Congressman Faleomavaega announced today that he and the Representatives of the Virgin Islands, Guam, and Puerto Rico have introduced H.R. 4070, legislation to permit each of the territories of the United States to provide and furnish a statue to be placed in the Statuary Hall collection in the U.S. Capitol Building.
“The original legislation enacted in 1864 authorized each state to provide two statues honoring citizens of the state to be placed in the Old House Chamber in the U.S. Capitol, now known as Statuary Hall,” Faleomavaega said. “This legislation would amend the law to allow each of the territories of American Samoa, the Virgin Islands, Guam, and Puerto Rico to provide one statue to be included in the Statuary Hall collection.”

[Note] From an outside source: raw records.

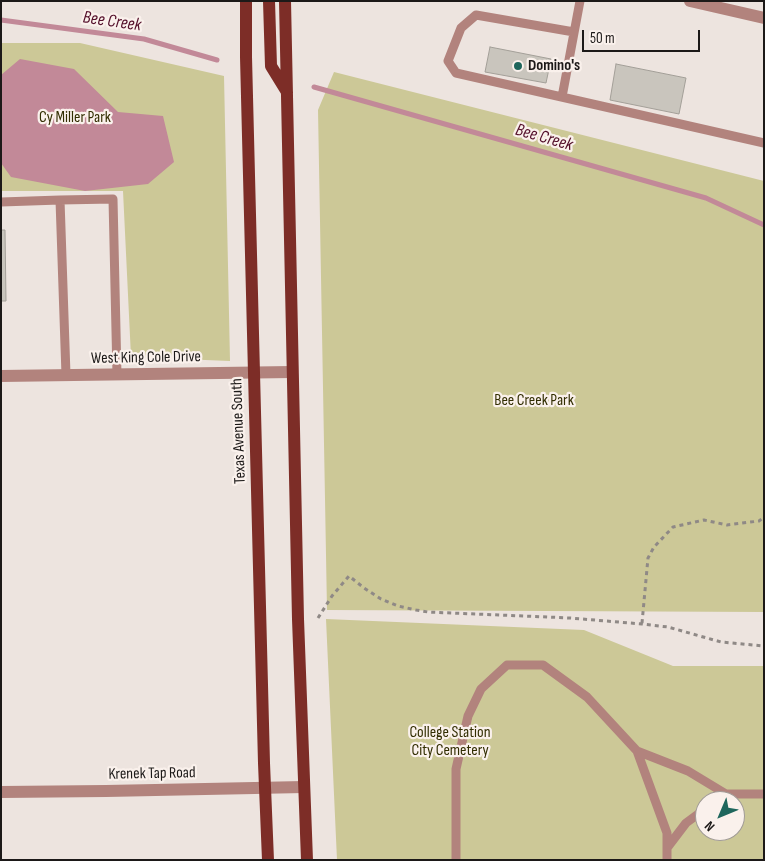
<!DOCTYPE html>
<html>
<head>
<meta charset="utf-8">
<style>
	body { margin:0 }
	#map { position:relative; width:765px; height:861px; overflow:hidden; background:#ede4df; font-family:"Sofia Sans Condensed",sans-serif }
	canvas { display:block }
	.frame { position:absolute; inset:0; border:2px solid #1c1918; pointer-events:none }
	.north { position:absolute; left:695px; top:791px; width:50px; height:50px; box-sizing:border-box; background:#faf1ec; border:1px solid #a19b97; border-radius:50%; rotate:225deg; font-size:14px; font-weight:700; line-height:20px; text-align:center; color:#1c1918 }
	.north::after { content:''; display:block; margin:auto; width:18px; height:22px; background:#1e665c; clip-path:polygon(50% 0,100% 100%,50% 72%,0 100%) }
	.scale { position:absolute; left:582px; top:30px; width:118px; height:22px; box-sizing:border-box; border:2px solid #1c1918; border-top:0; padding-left:6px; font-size:15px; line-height:18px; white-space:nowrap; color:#1c1918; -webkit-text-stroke:4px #faf1ec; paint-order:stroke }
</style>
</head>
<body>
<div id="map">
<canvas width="765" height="861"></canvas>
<div class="frame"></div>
<div class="north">N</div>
<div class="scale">50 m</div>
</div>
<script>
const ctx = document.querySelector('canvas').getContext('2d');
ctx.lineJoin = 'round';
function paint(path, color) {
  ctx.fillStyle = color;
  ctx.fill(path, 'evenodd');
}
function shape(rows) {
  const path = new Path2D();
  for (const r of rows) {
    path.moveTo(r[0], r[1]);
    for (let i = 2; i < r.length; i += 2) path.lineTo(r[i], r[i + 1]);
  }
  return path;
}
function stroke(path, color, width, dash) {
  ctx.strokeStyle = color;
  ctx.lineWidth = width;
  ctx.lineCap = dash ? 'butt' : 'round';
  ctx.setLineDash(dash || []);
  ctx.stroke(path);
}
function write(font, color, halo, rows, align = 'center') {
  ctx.font = font + ' "Sofia Sans Condensed",sans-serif';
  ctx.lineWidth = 4.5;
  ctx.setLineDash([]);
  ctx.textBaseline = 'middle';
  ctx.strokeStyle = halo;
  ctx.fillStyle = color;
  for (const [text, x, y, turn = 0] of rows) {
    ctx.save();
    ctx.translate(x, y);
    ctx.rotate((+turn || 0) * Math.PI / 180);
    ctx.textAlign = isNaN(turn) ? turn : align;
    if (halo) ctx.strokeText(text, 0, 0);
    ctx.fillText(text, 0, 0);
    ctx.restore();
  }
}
paint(shape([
	[1,43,80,43,224,76,230,361,131,357,123,191,1,191],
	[334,72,764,181,764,612,327,610,318,110],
	[326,619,584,630,673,666,764,666,764,860,337,860],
	[705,801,735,801,735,831,705,831]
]), '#ccc897');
paint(shape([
	[20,59,74,69,118,112,163,116,174,162,148,184,85,191,11,177,1,163,1,75]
]), '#c28998');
stroke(shape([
	[1,20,144,39,217,60],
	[314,87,706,198,764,225]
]), '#c28998', 5);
const building = shape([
	[490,47,551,59,546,83,485,72,490,47],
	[616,64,686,78,679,114,610,100,616,64],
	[1,230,5,230,6,301,1,301,1,230]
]);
paint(building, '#c9c5bd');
stroke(building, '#a39f98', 1);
stroke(shape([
	[318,618,332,596,349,576,364,588,381,599,398,606,416,610,428,612,570,618,642,624,668,627,721,642,764,646],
	[642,623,648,558,654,547,673,527,704,520,727,525,759,521,764,517]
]), '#8f8986', 3, [4, 4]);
stroke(shape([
	[574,32,476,15,461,28,448,61,456,73,764,143],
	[562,97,580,1],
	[1,202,60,200],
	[66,375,60,200,113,199,117,375],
	[637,751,688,771,726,794],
	[717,801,726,794,764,794],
	[667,848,686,823,705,809],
	[456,860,456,769,468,716,481,689,507,665,543,665,587,697,637,751,667,833,667,860]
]), '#b2837d', 9);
stroke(shape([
	[690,1,764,18],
	[1,376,292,372]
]), '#b2837d', 12);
stroke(shape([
	[1,792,106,791,304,787]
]), '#b2837d', 12);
stroke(shape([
	[246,1,246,57,254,373,264,763,268,860],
	[269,1,271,66,287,92],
	[285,1,298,619,307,860]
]), '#7d2d27', 12);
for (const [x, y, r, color] of [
	[518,66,5,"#1e665c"]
]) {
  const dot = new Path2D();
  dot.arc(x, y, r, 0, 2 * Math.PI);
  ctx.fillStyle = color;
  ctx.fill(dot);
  stroke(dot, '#faf1ec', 2);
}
write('bold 16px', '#1c1918', '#faf1ec', [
	["Domino's",528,66]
], 'left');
write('16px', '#322e02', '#faf1ec', [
	["Cy Miller Park",75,118],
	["Bee Creek Park",534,401],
	["College Station",450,733],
	["City Cemetery",450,751]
]);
write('16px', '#1c1918', '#faf1ec', [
	["West King Cole Drive",146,358,-1],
	["Texas Avenue South",239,431,-92],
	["Krenek Tap Road",152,774,-1]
]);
write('italic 18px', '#54102b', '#faf1ec', [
	["Bee Creek",112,22,8],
	["Bee Creek",544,138,16]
]);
</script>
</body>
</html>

“If this legislation is enacted, the territorial statues will be a source of great pride to our community, allowing us to see a citizen of our territory honored in the same way that other significant figures in our nation’s history have been. Our inclusion in this exhibit will also serve to educate visitors to our nation’s capital about the contributions of our territories to the history of our great nation,” Faleomavaega added. “Because there will be no cost to the American taxpayer I expect that this measure will not be controversial.”
“I am pleased that my colleagues from the Virgin Islands, Guam, Puerto Rico and I are united in our efforts to advance this legislation. This legislation would symbolically acknowledge that our Territories are an important, integral part of our national heritage,” Faleomavaega concluded.